Larix decidua 'Himmel Broom' / Himmel Broom European larch

Larix decidua 'Himmel Broom' is an upright pyramidal form of European larch with typical light-green foliage that turns straw-yellow before being shed in fall. After 10 years of growth, a mature specimen will measure 5 feet (1.6 m) tall and 4 feet (1.3 m) wide, an annual growth rate of 6 to 8 inches (15 - 20 cm).

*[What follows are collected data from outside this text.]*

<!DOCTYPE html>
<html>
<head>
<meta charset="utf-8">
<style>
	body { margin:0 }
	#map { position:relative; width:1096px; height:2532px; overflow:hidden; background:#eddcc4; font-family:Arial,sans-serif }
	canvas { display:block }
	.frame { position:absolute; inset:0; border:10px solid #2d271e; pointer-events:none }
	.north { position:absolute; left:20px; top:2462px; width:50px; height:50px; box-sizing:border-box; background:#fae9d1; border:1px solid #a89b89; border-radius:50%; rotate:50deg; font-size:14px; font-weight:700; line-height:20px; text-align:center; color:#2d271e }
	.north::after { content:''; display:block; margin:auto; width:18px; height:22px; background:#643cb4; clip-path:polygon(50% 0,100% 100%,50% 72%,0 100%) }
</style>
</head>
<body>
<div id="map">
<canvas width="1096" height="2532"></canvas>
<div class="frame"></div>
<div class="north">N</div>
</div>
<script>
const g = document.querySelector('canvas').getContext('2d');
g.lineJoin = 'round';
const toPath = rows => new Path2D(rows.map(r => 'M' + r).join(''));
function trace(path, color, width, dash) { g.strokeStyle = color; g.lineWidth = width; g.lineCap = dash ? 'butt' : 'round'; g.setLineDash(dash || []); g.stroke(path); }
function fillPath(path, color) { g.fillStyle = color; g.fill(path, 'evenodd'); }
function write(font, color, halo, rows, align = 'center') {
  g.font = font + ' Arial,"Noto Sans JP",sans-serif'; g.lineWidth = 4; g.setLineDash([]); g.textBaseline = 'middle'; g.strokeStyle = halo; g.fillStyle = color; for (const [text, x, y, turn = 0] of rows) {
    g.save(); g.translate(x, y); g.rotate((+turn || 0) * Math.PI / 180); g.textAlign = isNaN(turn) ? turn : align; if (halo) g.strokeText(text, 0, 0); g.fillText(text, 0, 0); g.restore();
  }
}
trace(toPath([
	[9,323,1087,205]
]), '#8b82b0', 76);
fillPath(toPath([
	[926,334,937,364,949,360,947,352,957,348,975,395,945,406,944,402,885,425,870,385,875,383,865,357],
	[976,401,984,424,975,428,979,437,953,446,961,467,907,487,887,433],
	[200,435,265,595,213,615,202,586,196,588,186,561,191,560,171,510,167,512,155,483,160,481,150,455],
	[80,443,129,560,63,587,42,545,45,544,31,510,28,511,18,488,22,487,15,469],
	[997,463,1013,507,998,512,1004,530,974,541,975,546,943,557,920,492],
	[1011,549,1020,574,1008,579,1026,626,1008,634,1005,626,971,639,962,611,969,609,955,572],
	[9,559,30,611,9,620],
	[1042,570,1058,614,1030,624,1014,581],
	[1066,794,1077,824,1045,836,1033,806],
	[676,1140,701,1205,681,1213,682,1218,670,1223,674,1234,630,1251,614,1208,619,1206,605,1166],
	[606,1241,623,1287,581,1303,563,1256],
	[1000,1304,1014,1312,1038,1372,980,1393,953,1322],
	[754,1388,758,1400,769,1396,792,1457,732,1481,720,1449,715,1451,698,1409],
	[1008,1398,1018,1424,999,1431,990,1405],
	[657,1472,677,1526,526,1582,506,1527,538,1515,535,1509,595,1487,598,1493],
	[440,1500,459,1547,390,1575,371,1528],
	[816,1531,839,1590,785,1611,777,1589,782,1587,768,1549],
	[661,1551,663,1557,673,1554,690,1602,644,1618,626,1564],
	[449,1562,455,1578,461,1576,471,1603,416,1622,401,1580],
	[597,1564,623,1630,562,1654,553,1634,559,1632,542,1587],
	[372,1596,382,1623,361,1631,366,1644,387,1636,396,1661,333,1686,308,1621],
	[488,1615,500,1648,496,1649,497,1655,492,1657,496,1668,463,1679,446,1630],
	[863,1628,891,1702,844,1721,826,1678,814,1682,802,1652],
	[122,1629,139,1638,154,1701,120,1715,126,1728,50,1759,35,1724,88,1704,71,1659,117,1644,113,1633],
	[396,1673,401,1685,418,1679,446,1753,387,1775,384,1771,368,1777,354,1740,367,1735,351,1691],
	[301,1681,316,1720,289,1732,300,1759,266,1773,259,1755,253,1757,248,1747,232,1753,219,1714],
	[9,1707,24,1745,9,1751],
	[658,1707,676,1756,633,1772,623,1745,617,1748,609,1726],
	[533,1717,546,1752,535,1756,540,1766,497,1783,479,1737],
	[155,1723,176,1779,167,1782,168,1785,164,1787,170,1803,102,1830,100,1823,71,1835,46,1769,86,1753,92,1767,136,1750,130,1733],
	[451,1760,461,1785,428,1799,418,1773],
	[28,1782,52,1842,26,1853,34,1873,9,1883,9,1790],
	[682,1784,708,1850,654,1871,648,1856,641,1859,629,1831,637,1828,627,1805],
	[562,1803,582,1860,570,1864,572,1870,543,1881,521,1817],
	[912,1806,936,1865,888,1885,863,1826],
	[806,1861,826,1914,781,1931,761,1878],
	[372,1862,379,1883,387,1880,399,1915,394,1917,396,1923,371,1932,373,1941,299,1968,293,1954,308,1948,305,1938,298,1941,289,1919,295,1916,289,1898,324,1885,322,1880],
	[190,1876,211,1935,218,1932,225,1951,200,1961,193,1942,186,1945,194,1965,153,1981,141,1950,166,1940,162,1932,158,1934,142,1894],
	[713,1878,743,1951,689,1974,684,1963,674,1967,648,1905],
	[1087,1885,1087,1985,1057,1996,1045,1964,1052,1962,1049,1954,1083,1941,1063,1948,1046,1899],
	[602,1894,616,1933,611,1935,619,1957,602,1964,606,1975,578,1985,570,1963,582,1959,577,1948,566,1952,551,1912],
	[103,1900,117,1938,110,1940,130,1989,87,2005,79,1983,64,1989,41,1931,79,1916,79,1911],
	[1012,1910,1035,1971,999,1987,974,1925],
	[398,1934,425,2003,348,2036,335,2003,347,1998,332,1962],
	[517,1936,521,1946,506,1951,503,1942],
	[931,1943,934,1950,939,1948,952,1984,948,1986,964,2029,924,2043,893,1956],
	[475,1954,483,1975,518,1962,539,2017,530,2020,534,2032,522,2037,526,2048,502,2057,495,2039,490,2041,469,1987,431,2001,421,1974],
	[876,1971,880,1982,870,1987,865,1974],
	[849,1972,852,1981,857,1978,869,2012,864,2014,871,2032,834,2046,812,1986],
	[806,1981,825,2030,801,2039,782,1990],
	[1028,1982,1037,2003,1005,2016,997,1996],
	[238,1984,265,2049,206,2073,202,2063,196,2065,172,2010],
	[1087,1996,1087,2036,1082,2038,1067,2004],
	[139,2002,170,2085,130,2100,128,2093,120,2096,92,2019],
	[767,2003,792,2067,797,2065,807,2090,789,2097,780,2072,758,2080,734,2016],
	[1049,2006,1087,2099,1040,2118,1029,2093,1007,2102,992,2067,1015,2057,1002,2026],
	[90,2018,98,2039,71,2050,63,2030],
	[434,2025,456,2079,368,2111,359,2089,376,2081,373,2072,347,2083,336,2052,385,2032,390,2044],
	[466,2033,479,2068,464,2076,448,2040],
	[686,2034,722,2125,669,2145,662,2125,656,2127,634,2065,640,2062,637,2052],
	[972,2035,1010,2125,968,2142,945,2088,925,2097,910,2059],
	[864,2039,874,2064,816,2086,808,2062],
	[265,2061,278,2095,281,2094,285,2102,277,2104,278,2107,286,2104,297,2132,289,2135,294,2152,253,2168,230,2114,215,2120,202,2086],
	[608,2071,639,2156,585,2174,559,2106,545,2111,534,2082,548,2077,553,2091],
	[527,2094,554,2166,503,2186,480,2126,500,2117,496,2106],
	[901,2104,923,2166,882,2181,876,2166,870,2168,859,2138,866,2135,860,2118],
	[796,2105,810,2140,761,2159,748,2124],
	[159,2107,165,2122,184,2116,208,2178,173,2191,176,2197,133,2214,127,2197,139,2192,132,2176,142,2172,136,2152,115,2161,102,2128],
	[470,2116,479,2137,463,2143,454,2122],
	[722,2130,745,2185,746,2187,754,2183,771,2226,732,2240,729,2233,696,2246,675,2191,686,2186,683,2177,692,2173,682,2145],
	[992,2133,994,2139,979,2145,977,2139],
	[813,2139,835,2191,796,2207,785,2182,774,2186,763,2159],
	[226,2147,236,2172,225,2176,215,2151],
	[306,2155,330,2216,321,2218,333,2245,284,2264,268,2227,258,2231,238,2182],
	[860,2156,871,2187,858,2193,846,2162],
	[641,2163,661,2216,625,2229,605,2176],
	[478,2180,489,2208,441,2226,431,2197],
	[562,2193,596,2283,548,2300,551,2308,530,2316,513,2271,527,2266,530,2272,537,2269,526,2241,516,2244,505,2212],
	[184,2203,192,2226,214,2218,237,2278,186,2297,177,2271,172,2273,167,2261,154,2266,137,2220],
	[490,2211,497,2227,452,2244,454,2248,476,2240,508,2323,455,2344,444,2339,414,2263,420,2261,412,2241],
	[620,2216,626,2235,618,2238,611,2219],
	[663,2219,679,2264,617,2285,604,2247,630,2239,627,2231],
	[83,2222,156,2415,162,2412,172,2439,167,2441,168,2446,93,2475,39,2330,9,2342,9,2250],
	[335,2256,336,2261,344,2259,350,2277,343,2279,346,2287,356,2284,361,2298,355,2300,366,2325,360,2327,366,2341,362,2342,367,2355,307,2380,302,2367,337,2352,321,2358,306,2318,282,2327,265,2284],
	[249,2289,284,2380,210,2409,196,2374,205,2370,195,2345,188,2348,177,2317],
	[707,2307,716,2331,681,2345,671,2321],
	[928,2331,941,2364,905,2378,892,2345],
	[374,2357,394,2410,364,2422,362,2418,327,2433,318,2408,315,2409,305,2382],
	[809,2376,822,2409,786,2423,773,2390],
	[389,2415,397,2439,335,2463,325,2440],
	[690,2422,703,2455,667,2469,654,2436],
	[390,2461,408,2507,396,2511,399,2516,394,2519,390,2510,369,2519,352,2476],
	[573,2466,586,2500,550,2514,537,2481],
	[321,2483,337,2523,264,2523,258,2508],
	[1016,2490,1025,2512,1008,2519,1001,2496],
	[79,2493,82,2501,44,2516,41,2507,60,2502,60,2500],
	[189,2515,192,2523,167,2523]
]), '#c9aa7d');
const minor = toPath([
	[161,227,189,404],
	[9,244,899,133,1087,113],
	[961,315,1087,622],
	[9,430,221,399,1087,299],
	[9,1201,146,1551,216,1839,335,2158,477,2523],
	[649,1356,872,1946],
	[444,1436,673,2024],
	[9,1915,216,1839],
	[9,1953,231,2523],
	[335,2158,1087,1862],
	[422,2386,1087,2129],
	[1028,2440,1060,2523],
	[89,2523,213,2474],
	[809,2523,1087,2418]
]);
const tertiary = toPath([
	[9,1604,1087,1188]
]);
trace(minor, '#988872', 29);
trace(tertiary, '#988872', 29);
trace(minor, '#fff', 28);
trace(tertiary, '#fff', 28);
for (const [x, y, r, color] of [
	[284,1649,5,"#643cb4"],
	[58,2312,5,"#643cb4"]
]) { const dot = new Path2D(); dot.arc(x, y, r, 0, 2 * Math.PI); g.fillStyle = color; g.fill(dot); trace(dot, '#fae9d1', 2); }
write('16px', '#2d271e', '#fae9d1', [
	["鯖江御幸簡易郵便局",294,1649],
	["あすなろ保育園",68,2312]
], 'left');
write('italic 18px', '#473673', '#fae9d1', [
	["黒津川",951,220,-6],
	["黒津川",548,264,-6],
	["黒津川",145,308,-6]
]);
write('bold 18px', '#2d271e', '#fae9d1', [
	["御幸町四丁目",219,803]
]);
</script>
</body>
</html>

This cultivar originated as a witch's broom found in 1989 by Randy Dykstra of Fulton, Illinois, USA on a species tree at the Himmel residence near Cedar Rapids, Iowa. In his field notes, Chub Harper noted that the original broom was globose to round in structure, but grafted clones are distinctly pyramidal in growth habit. Large, old specimens exist in ACS Reference Gardens at the Heartland Collection within Bickelhaupt Arboretum, Clinton, Iowa and the Harper Collection at Hidden Lake Gardens, Tipton, Michigan.

Larix decidua 'Himmel Broom' — a photo from 2003 in the Heartland Collection of Dwarf and Rare Conifers at Bickelhaupt Arboretum, Clinton, Iowa. This plant was 12 years old at the time.
Photo by Chub Harper
Larix decidua 'Himmel Broom' — one of the first propagations, at Hidden Lake Gardens, Tipton, Michigan.
Photo by Bill Barger
Larix decidua 'Himmel Broom' — harvesting scionwood from the original broom with a pole pruner.
Photo by Chub Harper field notes
Larix decidua 'Himmel Broom' — an historic photo of the original broom in Iowa.